* _What you are asked to do_
Repeat exactly the lines below that lie between the line with "8h14l-1 12H6zM9 8a3" and the line with "11l9-7 9 7M6", counting both of those lines as part of the answer.

* _Task input_
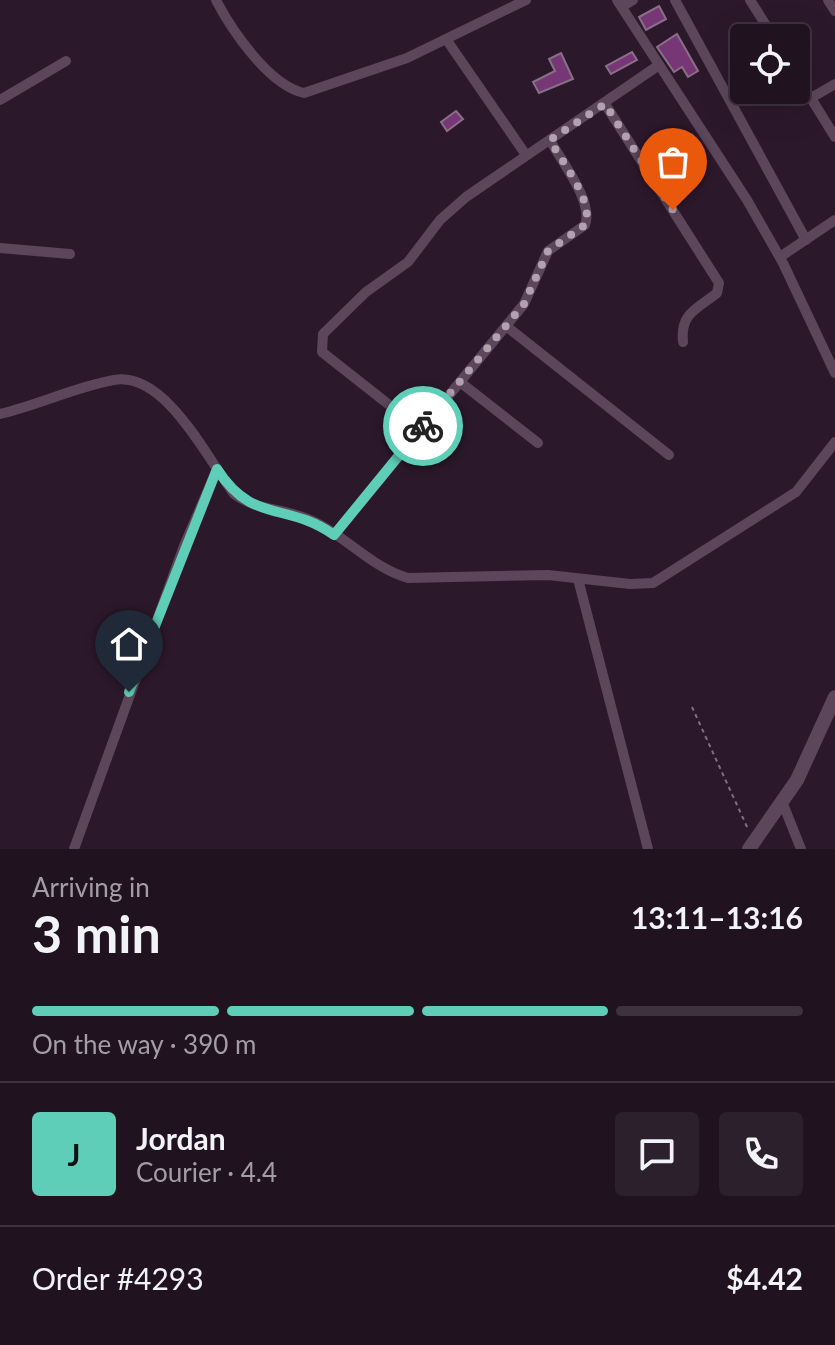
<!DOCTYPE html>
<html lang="en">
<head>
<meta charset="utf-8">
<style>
  :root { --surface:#211220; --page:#2d202d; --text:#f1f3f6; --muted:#a29ea5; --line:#3e323e; --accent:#5eceb8 }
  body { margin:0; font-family:Lato,sans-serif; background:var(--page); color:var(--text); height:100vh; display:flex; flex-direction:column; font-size:30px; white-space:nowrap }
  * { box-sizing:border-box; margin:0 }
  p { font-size:26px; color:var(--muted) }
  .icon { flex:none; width:44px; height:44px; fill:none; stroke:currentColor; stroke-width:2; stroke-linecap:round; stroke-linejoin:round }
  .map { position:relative; height:849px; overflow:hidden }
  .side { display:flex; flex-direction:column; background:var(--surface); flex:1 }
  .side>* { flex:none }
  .buttons { position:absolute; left:730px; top:24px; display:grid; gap:16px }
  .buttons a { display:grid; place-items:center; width:80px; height:80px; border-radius:8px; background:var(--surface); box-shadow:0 8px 32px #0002,0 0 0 2px var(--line); font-size:40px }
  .pin { position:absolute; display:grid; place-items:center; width:68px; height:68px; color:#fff; margin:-82px -34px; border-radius:50% 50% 50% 0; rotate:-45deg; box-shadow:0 0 8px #0007 }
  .pin .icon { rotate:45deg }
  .courier { position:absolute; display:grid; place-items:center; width:80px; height:80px; margin:-40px; border:6px solid #5eceb8; border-radius:50%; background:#fff; color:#222; box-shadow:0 2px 10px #0007 }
  .summary em { font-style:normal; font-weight:700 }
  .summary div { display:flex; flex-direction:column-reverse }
  .summary { display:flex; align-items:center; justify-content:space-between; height:136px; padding:0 32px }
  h1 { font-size:52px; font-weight:700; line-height:60px }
  .bar { display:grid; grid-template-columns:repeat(4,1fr); gap:12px 8px; align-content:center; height:96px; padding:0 32px }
  .bar i { height:10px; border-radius:6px; background:var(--line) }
  .bar .on { background:var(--accent) }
  .bar p { grid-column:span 4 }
  .line { display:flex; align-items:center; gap:20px; padding:0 32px; border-top:2px solid var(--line) }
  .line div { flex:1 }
  .round { display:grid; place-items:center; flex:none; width:84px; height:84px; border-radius:8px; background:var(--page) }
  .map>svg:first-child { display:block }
  .building { fill:#773675; stroke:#887086; stroke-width:2 }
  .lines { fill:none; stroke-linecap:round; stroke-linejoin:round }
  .path { stroke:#816f80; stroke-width:2; stroke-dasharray:4 4; stroke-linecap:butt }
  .minor { stroke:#5c465b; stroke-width:10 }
  .tertiary { stroke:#5c465b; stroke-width:14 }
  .done { stroke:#b2a2b1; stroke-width:8; stroke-dasharray:0 14.4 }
  .route { stroke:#5eceb8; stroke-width:10 }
</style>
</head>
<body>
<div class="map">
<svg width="835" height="849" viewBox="0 0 835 849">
  <rect width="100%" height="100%" fill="#2c182b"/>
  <!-- building -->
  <g class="building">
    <path d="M659 6 666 19 646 30 639 17Z"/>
    <path d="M677 34 698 71 688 77 682 67 674 72 657 47Z"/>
    <path d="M632 52 637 60 611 74 606 66Z"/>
    <path d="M561 53 573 79 539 93 533 82 555 71 549 59Z"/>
    <path d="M456 111 463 119 447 131 441 122Z"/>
  </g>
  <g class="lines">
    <!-- path -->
    <path class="path" d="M692 707 748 829"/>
    <!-- minor -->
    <g class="minor">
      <path d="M216 0C232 31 269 85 304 93L407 58 526 0"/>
      <path d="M617 0 747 200 783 263 835 373"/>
      <path d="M675 0 806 240"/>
      <path d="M750 0 774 38"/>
      <path d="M828 0 835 11"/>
      <path d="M623 6 633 0"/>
      <path d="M446 39 526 155"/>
      <path d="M796 74 835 137"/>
      <path d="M811 98 835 84"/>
      <path d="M0 100 66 61"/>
      <path d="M605 104 719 283 717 293C697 309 680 313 683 342"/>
      <path d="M0 248 70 254"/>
      <path d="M780 257 835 220"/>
      <path d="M506 326 669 455"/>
      <path d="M460 382 538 443"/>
      <path d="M0 414C38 405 75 387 114 380 165 371 207 458 234 494 256 510 280 508 305 518 343 532 369 567 408 578L548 575 630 584 653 583 796 492 835 442"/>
      <path d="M421 430 322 352 323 334 366 292 408 262 440 220 466 197 659 65"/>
      <path d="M334 535 524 304 548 251 585 225C594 202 561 161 550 140"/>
      <path d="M578 579 648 849"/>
      <path d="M783 804 801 849"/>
      <path d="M74 849 184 546 217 469"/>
    </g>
    <!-- tertiary -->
    <path class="tertiary" d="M749 849 797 780 835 697"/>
  </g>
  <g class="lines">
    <!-- done -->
    <path class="done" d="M423 426 524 304 548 251 585 225C595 202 561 161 550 140L605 104 673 210"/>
    <!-- route -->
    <path class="route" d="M129 692 217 469C253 525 286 501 334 535L423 426"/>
  </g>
</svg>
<div class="buttons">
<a><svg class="icon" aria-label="locate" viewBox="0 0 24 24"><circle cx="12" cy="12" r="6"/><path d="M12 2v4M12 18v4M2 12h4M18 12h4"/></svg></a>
</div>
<div class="pin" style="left:673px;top:210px;background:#ea580c"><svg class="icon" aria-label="bag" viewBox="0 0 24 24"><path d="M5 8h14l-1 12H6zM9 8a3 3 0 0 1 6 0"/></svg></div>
<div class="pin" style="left:129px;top:692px;background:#1f2937"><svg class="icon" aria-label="home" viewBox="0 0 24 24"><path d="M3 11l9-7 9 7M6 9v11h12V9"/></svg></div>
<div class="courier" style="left:423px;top:426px"><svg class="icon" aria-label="bike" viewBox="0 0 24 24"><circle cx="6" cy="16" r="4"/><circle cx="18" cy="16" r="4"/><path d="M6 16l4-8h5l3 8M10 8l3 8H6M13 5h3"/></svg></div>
</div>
<section class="side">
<div class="summary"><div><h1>3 min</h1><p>Arriving in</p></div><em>13:11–13:16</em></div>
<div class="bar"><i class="on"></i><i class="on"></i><i class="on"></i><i></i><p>On the way · 390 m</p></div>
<div class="line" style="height:144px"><b class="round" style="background:var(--accent);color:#111">J</b><div><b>Jordan</b><p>Courier · 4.4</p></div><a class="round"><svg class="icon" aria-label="chat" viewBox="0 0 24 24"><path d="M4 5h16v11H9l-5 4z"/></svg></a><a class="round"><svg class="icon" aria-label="phone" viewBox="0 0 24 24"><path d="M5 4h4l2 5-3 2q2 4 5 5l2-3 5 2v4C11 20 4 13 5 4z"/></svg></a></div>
<div class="line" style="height:104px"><div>Order #4293</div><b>$4.42</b></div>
</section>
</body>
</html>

* _Written response_
<div class="pin" style="left:673px;top:210px;background:#ea580c"><svg class="icon" aria-label="bag" viewBox="0 0 24 24"><path d="M5 8h14l-1 12H6zM9 8a3 3 0 0 1 6 0"/></svg></div>
<div class="pin" style="left:129px;top:692px;background:#1f2937"><svg class="icon" aria-label="home" viewBox="0 0 24 24"><path d="M3 11l9-7 9 7M6 9v11h12V9"/></svg></div>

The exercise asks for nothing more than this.